Start of Block
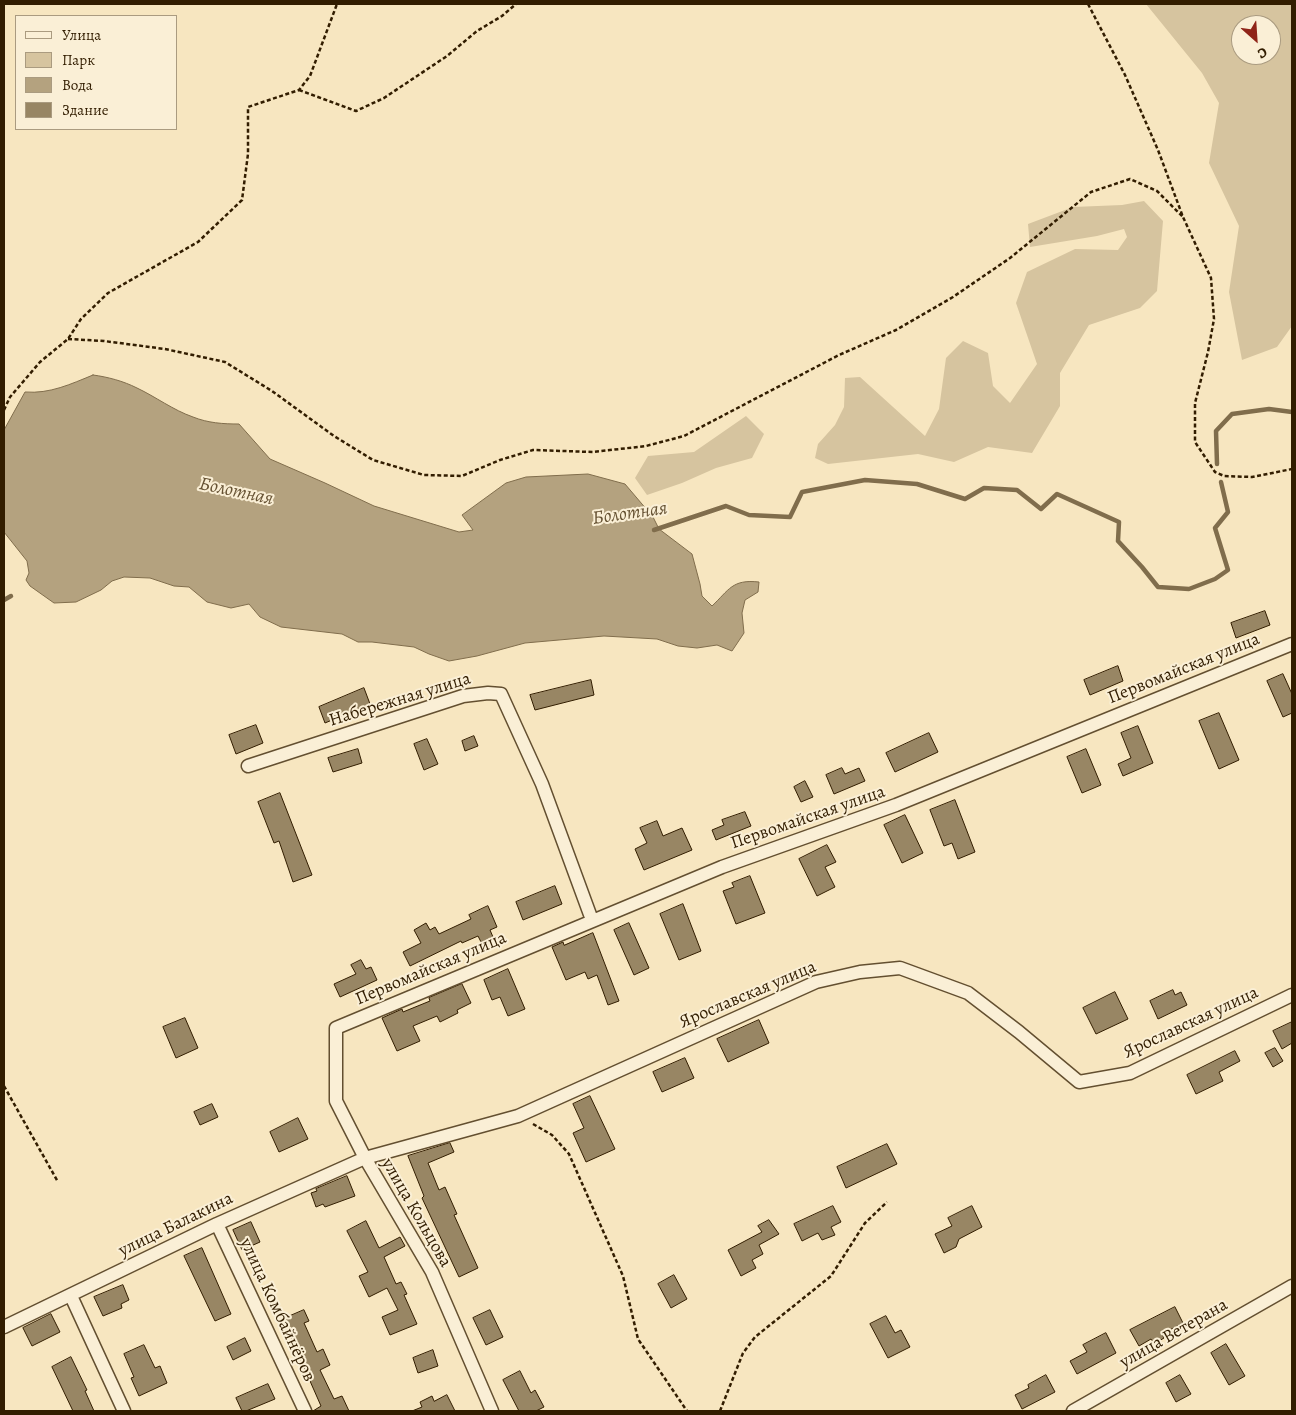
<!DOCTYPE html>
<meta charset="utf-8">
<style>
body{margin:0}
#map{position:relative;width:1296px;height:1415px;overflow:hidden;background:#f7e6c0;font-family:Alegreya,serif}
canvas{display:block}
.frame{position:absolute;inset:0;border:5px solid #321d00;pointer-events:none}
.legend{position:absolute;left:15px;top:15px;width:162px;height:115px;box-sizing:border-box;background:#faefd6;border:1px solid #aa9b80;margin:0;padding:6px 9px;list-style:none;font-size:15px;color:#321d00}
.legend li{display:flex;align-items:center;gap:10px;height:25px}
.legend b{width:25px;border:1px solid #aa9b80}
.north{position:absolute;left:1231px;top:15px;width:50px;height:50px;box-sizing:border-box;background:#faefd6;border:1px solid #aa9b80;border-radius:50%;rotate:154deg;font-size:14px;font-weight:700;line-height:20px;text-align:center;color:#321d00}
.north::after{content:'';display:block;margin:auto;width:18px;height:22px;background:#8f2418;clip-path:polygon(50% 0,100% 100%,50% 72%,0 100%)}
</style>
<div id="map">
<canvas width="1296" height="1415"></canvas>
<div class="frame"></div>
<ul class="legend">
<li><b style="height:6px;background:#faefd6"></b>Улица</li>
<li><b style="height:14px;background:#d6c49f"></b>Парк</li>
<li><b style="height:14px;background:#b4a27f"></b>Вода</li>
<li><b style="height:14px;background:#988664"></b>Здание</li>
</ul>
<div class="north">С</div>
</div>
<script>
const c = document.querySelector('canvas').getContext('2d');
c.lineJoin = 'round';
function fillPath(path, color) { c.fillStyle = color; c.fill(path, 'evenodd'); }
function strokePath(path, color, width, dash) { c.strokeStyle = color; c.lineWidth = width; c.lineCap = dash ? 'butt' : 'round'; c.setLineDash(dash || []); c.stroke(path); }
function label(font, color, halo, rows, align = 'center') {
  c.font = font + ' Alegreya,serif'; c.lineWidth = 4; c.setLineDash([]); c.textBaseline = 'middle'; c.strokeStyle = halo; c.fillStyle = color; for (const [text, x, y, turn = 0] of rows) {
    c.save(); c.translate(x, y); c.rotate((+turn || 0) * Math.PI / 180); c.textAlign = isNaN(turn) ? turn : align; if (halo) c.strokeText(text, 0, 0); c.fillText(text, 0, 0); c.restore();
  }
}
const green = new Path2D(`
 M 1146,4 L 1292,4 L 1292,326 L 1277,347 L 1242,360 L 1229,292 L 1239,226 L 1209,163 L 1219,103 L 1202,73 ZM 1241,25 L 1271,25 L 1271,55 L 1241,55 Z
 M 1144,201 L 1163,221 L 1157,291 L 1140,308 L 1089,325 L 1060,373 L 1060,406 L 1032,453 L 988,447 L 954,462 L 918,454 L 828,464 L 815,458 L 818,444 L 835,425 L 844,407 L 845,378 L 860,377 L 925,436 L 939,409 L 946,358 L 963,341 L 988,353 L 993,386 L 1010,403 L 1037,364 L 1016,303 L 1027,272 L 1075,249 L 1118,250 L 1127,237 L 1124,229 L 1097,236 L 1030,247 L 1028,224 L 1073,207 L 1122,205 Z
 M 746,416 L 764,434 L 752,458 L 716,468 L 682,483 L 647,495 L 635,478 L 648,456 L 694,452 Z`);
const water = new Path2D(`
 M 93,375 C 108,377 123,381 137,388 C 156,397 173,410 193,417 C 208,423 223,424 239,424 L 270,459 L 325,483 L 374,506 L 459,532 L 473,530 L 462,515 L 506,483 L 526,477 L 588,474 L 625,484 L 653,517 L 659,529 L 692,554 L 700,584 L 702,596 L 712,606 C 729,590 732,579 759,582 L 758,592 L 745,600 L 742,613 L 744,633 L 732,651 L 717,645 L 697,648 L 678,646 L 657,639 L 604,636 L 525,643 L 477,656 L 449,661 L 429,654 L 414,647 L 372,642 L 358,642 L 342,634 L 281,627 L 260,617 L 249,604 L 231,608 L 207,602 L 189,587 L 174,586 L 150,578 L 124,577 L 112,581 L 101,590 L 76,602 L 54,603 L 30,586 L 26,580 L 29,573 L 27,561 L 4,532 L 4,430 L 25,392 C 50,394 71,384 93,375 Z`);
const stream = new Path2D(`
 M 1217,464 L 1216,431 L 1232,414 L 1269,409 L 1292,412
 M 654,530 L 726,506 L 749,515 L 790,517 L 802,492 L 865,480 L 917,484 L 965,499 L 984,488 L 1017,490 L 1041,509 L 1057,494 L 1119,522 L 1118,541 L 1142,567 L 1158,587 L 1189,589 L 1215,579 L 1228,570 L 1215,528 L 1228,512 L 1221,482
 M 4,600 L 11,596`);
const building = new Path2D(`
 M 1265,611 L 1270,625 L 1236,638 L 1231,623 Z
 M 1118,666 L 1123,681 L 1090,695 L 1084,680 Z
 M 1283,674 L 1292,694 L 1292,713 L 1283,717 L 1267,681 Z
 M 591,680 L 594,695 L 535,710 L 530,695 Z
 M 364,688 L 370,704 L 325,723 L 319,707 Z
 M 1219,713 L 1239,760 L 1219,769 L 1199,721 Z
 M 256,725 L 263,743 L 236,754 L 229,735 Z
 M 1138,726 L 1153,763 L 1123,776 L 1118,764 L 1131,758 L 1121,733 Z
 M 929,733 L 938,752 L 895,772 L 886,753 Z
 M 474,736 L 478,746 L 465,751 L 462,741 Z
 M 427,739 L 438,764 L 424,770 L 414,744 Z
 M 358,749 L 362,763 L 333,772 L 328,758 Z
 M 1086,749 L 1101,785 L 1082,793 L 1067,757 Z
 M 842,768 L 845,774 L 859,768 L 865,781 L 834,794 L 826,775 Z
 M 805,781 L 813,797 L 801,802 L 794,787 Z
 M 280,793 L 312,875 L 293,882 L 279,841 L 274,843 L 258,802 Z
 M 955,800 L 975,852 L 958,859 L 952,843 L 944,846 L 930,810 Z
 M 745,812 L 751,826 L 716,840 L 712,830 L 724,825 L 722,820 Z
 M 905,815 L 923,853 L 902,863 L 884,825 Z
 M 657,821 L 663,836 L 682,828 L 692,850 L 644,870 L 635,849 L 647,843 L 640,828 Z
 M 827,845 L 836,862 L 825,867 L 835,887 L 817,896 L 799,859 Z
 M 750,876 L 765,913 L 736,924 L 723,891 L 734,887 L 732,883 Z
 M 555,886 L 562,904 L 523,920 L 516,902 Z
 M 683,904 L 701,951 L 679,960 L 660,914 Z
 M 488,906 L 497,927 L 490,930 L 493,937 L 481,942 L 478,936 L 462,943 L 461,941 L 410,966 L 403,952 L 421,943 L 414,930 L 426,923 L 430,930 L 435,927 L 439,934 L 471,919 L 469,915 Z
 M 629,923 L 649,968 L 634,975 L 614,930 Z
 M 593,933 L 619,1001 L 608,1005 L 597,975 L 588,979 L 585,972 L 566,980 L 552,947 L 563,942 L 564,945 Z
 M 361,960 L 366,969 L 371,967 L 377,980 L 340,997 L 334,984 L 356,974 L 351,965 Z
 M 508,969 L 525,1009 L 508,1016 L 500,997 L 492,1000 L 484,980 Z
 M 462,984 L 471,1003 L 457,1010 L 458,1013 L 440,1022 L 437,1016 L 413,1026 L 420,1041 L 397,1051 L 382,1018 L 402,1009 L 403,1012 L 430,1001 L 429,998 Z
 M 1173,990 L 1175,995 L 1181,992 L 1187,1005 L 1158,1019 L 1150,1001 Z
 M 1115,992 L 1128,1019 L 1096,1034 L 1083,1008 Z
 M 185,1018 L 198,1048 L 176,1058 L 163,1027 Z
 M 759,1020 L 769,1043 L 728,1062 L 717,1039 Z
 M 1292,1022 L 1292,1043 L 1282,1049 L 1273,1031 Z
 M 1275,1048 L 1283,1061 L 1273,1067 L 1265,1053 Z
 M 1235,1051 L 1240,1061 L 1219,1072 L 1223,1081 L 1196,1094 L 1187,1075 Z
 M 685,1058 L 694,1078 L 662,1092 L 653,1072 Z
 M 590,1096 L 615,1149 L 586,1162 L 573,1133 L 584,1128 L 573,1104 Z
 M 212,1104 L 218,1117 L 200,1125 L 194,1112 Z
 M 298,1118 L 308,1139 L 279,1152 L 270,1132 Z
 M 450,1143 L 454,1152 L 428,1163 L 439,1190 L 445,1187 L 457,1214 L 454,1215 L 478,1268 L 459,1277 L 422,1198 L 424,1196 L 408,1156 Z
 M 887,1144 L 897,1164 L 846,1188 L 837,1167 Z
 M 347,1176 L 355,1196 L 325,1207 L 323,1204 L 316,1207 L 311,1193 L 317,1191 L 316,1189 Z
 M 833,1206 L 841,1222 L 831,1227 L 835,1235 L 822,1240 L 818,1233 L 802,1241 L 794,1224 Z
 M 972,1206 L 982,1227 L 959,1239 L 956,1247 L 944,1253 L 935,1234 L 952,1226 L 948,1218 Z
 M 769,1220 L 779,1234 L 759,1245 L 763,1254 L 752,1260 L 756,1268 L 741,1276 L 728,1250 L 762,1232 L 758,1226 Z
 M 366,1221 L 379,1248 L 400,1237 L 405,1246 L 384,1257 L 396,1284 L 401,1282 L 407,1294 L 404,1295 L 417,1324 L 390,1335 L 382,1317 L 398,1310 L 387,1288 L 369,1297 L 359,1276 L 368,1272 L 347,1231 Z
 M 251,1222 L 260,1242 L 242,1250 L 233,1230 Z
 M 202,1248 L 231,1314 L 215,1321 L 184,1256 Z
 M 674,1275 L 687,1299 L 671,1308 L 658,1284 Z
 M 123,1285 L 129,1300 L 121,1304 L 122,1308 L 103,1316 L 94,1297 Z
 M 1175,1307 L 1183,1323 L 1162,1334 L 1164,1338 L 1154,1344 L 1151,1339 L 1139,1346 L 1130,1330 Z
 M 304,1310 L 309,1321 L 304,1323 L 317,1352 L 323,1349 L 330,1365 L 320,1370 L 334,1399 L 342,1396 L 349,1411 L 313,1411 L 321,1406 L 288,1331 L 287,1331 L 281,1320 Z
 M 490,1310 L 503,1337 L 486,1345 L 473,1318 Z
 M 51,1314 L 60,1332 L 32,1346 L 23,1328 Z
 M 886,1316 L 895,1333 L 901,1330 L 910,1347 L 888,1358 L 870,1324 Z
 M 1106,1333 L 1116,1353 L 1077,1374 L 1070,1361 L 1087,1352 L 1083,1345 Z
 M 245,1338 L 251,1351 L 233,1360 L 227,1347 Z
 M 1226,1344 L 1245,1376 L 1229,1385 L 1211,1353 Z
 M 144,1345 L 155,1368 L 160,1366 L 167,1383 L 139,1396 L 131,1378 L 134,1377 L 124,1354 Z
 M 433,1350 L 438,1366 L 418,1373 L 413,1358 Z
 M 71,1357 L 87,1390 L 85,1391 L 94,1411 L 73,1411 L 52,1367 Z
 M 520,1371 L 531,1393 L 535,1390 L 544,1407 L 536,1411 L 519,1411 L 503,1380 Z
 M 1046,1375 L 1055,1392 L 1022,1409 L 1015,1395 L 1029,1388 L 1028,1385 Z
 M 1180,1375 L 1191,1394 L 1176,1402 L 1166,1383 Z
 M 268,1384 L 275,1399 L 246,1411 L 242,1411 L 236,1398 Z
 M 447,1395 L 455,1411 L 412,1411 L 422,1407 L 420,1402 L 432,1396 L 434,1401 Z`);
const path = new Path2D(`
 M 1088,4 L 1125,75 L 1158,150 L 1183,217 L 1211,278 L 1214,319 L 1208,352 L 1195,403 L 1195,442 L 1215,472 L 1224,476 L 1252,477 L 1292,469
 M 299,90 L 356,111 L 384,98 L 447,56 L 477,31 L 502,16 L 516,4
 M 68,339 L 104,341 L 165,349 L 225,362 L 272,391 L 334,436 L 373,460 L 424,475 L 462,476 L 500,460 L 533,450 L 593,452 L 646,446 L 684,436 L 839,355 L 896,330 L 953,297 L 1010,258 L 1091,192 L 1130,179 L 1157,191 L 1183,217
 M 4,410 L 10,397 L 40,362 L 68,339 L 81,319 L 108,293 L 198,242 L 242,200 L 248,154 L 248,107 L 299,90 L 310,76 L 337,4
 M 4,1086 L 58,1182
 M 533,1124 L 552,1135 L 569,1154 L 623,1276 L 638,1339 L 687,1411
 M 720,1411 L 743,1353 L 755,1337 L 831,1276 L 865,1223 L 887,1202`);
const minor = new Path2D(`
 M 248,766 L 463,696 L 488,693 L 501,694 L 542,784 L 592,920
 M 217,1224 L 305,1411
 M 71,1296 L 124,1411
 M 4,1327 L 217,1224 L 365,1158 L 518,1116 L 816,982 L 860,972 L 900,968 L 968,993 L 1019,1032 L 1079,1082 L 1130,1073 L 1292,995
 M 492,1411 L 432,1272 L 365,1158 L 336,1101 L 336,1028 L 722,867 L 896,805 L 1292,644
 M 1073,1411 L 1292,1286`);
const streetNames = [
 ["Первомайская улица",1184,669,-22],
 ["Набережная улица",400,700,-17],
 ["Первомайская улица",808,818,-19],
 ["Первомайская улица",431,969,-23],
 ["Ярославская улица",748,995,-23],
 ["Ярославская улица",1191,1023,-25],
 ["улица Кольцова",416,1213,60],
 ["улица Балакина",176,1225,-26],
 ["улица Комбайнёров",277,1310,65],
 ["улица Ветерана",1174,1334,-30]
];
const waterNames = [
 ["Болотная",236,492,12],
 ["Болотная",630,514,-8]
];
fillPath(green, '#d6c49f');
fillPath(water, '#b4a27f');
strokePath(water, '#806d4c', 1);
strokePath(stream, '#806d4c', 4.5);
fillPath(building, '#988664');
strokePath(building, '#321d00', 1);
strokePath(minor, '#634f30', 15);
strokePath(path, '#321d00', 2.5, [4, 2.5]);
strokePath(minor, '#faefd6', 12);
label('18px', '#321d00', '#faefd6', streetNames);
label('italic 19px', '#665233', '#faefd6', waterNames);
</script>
End of Block
**EXERCISE AIM:**
Scan the entries above for the line containing "M 1086,749 L", and copy it and all lines after it exactly, down to and including the line containing "M 955,800 L".

**RESULT OF THIS TASK:**
 M 1086,749 L 1101,785 L 1082,793 L 1067,757 Z
 M 842,768 L 845,774 L 859,768 L 865,781 L 834,794 L 826,775 Z
 M 805,781 L 813,797 L 801,802 L 794,787 Z
 M 280,793 L 312,875 L 293,882 L 279,841 L 274,843 L 258,802 Z
 M 955,800 L 975,852 L 958,859 L 952,843 L 944,846 L 930,810 Z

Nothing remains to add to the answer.